Statement von standardsetzenden & zertifizierenden Organisationen: Standard- & Zertifizierungssysteme können Unternehmen nicht von ihrer Verantwortung zur Umsetzung von vollumfänglichen Sorgfaltspflichten befreien
"Der Beitrag von standardsetzenden und zertifizierenden Organisationen zur Erfüllung von Sorgfaltspflichten"

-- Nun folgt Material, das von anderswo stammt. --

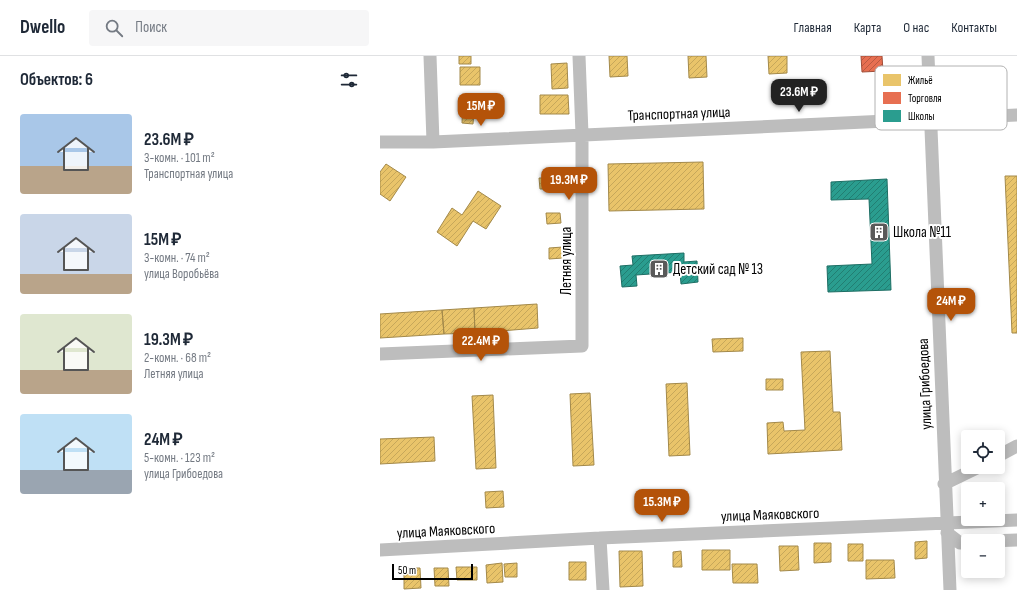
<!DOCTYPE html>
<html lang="ru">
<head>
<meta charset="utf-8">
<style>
	:root { --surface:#fff; --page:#f6f6f7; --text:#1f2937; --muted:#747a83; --line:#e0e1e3; --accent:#b45309 }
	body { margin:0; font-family:"Sofia Sans Condensed",sans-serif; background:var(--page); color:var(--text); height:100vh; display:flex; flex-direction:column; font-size:15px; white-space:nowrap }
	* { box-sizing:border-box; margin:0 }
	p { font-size:13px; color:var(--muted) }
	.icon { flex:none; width:22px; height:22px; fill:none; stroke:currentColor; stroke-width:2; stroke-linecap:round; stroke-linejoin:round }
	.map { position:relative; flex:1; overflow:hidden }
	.side { display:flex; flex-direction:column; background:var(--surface); width:380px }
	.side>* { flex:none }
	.fabs { position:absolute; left:581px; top:374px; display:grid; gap:8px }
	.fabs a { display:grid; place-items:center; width:44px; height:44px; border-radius:4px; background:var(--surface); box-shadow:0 2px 10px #0003; font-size:20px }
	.scale { position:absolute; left:12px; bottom:10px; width:81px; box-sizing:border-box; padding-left:4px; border:2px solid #000; border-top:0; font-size:11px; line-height:14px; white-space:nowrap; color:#000; -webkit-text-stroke:3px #fff; paint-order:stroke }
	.price { position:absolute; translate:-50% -34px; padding:0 9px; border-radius:8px; background:var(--accent); color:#fff; font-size:13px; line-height:26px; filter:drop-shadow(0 1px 2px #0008) }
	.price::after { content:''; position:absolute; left:50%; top:24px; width:12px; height:9px; margin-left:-6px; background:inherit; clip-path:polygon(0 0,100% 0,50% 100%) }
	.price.selected { background:#222; color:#fff }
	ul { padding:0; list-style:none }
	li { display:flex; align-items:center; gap:12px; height:100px; padding:0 20px }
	li span { display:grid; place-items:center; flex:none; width:112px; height:80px; border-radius:4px; color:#555 }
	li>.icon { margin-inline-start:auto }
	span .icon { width:48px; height:48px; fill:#fffc; stroke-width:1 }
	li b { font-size:17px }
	h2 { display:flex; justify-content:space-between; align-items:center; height:48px; padding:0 20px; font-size:17px }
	header { display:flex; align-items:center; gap:24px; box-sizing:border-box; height:56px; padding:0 20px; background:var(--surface); border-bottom:1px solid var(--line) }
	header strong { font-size:19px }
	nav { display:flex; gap:22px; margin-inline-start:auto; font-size:14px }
	.search { width:280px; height:36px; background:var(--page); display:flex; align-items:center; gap:10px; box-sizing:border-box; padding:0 14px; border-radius:4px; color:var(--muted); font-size:15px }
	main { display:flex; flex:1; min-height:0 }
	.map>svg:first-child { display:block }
	.homes { fill:url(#homes-hatch); stroke:#a3894a }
	.shops { fill:url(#shops-hatch); stroke:#a24e39 }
	.schools { fill:url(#schools-hatch); stroke:#1d6e64 }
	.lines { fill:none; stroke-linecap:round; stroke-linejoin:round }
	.minor { stroke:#bdbdbd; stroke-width:13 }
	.labels { text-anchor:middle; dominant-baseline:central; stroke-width:4; stroke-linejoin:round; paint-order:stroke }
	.street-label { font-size:15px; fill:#000; stroke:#fff }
	.poi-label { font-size:15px; fill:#000; stroke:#fff; text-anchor:start }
	.key { fill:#fff; stroke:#b2b2b2; stroke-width:1 }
	.key-label { font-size:11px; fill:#000 }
</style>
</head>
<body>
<header>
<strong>Dwello</strong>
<div class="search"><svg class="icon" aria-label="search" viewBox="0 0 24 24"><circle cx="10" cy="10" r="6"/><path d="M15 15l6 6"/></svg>Поиск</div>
<nav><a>Главная</a><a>Карта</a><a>О нас</a><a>Контакты</a></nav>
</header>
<main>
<section class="side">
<h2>Объектов: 6<svg class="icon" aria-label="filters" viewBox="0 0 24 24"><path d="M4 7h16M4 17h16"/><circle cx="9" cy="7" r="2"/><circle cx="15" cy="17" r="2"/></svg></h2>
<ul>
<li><span style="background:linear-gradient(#a9c7e8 65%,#b9a48a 0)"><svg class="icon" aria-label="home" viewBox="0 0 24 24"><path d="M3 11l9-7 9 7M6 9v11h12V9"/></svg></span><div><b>23.6M ₽</b><p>3-комн. · 101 m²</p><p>Транспортная улица</p></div></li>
<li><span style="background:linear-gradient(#c9d6e8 75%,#b9a48a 0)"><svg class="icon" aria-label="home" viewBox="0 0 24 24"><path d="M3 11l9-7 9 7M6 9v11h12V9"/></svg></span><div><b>15M ₽</b><p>3-комн. · 74 m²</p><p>улица Воробьёва</p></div></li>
<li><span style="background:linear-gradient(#dfe7d0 70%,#b9a48a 0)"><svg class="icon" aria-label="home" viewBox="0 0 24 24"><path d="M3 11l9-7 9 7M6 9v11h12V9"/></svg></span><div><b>19.3M ₽</b><p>2-комн. · 68 m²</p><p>Летняя улица</p></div></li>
<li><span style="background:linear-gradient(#bfe0f5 70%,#9aa5b1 0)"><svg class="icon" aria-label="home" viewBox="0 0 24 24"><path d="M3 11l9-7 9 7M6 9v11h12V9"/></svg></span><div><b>24M ₽</b><p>5-комн. · 123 m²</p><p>улица Грибоедова</p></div></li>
</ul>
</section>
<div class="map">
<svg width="637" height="534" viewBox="0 0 637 534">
	<defs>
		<pattern id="homes-hatch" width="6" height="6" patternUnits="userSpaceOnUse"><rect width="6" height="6" fill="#e9c46a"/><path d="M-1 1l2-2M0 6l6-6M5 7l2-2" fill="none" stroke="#c6a75a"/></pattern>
		<pattern id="shops-hatch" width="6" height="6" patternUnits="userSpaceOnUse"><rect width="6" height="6" fill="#e76f51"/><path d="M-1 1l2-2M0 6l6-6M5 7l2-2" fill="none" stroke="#b95941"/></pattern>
		<pattern id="schools-hatch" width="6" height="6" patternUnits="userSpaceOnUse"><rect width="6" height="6" fill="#2a9d8f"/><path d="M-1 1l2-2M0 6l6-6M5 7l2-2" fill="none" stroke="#227e72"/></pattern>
	</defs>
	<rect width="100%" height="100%" fill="#fff"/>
	<path class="homes" d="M79,0H91V8H79Z
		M229,0H247L248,20L230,21Z
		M308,0H326L327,21L309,22Z
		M388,0H407V17L389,18Z
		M187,7L188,32L172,33L171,8Z
		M80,11H100V29H80Z
		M160,39H188L189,58H160Z
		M83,42H95L93,68L82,67Z
		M323,106L324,153L229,155L228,108Z
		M6,108L26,121L10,145L0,138V116Z
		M625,120H637V277H632Z
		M159,122H173L174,133H160Z
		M98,135L121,150L106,173L93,165L77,190L57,176L72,152L82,159Z
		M166,157H180L181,167L167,168Z
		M183,191V202L169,203V192Z
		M157,248L158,272L95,277L94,252Z
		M94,252L95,277L64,278L62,254Z
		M62,254L64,278L0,282V258Z
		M363,282V295L333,296L332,283Z
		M450,295L453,356H460L462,394L388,398L387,367L403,366L404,375L425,374L421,296Z
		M386,323H403V334H386Z
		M307,327L310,399L289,400L286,328Z
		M210,337L214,409L193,410L190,338Z
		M113,339L116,412L96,413L92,340Z
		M54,381L55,405L0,408V383Z
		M123,435L124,451L106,452L105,436Z
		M547,485V502L535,503V486Z
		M434,487H451V506L434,507Z
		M468,488H483V505H468Z
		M399,490H418L419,514L400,515Z
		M322,494H350V514H322Z
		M239,495H262L263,530L240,531Z
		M301,495L302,511H293V496Z
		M486,504H514L515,522L486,523Z
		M189,506H206V524H189Z
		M122,507L123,526L107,527L106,509Z
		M137,507V521H125L124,508Z
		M352,508H377L378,527H353Z
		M76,511H97V524H77Z
		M24,512H40L41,532L24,533Z
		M54,512H68L69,530H55Z"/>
	<path class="shops" d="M481,0H502L503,15L482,16Z"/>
	<path class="schools" d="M507,123L511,234L448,236L447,210L492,208L489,143L451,144V126Z
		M304,197V206L317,205L318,226L301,228L300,216L256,219L257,230L242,231L240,210L253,209L252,200Z"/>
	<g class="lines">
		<path class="minor" d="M50,0L53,86
			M548,0L570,534
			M0,86H53L637,59
			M0,298L202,290V78L199,0
			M618,400L637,390
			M564,428L599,411
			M567,477L580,487L588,486
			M220,482L223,534
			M609,485L637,484
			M0,494L220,482L637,464"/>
	</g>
	<defs>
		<symbol id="building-square" viewBox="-11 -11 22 22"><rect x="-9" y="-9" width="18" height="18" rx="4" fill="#595959" stroke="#fff"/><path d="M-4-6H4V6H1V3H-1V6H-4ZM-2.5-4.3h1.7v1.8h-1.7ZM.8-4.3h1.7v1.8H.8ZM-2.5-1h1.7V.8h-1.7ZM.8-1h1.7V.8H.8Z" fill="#fff"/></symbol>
	</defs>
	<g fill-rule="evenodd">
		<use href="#building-square" x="488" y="165" width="22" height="22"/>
		<use href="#building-square" x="268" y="202" width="22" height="22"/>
	</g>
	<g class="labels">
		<g class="street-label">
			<text transform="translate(299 58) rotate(-2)">Транспортная улица</text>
			<text transform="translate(186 205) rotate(-90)">Летняя улица</text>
			<text transform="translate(545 328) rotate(-92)">улица Грибоедова</text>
			<text transform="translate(390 459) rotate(-2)">улица Маяковского</text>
			<text transform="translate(66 475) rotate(-3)">улица Маяковского</text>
		</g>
		<g class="poi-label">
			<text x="513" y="176">Школа №11</text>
			<text x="293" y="213">Детский сад № 13</text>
		</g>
	</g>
	<rect x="495" y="10" width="132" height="64" rx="6" class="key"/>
	<rect x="503" y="18" width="18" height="12" fill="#e9c46a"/>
	<rect x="503" y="36" width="18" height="12" fill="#e76f51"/>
	<rect x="503" y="54" width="18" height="12" fill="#2a9d8f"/>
	<g class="key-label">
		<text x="528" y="28">Жильё</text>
		<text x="528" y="46">Торговля</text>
		<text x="528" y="64">Школы</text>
	</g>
</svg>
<div class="fabs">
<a><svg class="icon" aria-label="locate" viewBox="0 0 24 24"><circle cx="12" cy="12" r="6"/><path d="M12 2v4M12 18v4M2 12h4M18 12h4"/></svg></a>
<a>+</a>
<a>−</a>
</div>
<div class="scale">50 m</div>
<b class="price selected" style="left:419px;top:57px">23.6M ₽</b>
<b class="price" style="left:101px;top:71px">15M ₽</b>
<b class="price" style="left:189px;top:145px">19.3M ₽</b>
<b class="price" style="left:571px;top:266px">24M ₽</b>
<b class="price" style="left:101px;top:306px">22.4M ₽</b>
<b class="price" style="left:282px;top:467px">15.3M ₽</b>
</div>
</main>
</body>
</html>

Das 2021 in Deutschland verabschiedete Lieferkettensorgfaltspflichtengesetz (nachfolgend Lieferkettengesetz) ist ein erster wichtiger Schritt, um sozial und ökologisch nachhaltigere Produktionsmuster entlang globaler Lieferketten zu fördern.
Wie wirkungsvoll das deutsche Lieferkettengesetz Menschenrechts- und Umweltrisiken in globalen Lieferketten tatsächlich verringern wird, wird entscheidend von der Art und Weise der Umsetzung des Gesetzes abhängen. In der derzeitigen Debatte wird auch die Rolle von Standardsetzern und Zertifizierungen bei der Umsetzung des Gesetzes diskutiert. Dazu stellen wir als standardsetzende und zertifizierende Organisationen fest:
Bei der Erfüllung der menschenrechtlichen und umweltbezogene Sorgfaltspflichten (nachfolgend Sorgfaltspflichten), wie sie im Gesetz von Unternehmen gefordert werden, können ambitionierte, vertrauenswürdige und belastbare Standard- und Zertifizierungssysteme mit hohen Sozial- und Nachhaltigkeitskriterien einen wichtigen Beitrag leisten. Sie können Risiken für bestimmte Menschenrechtsverletzungen oder Umweltschäden reduzieren und so Unternehmen dabei unterstützen, bestimmte für die Erfüllung ihrer Sorgfaltspflichten notwendige Maßnahmen umzusetzen.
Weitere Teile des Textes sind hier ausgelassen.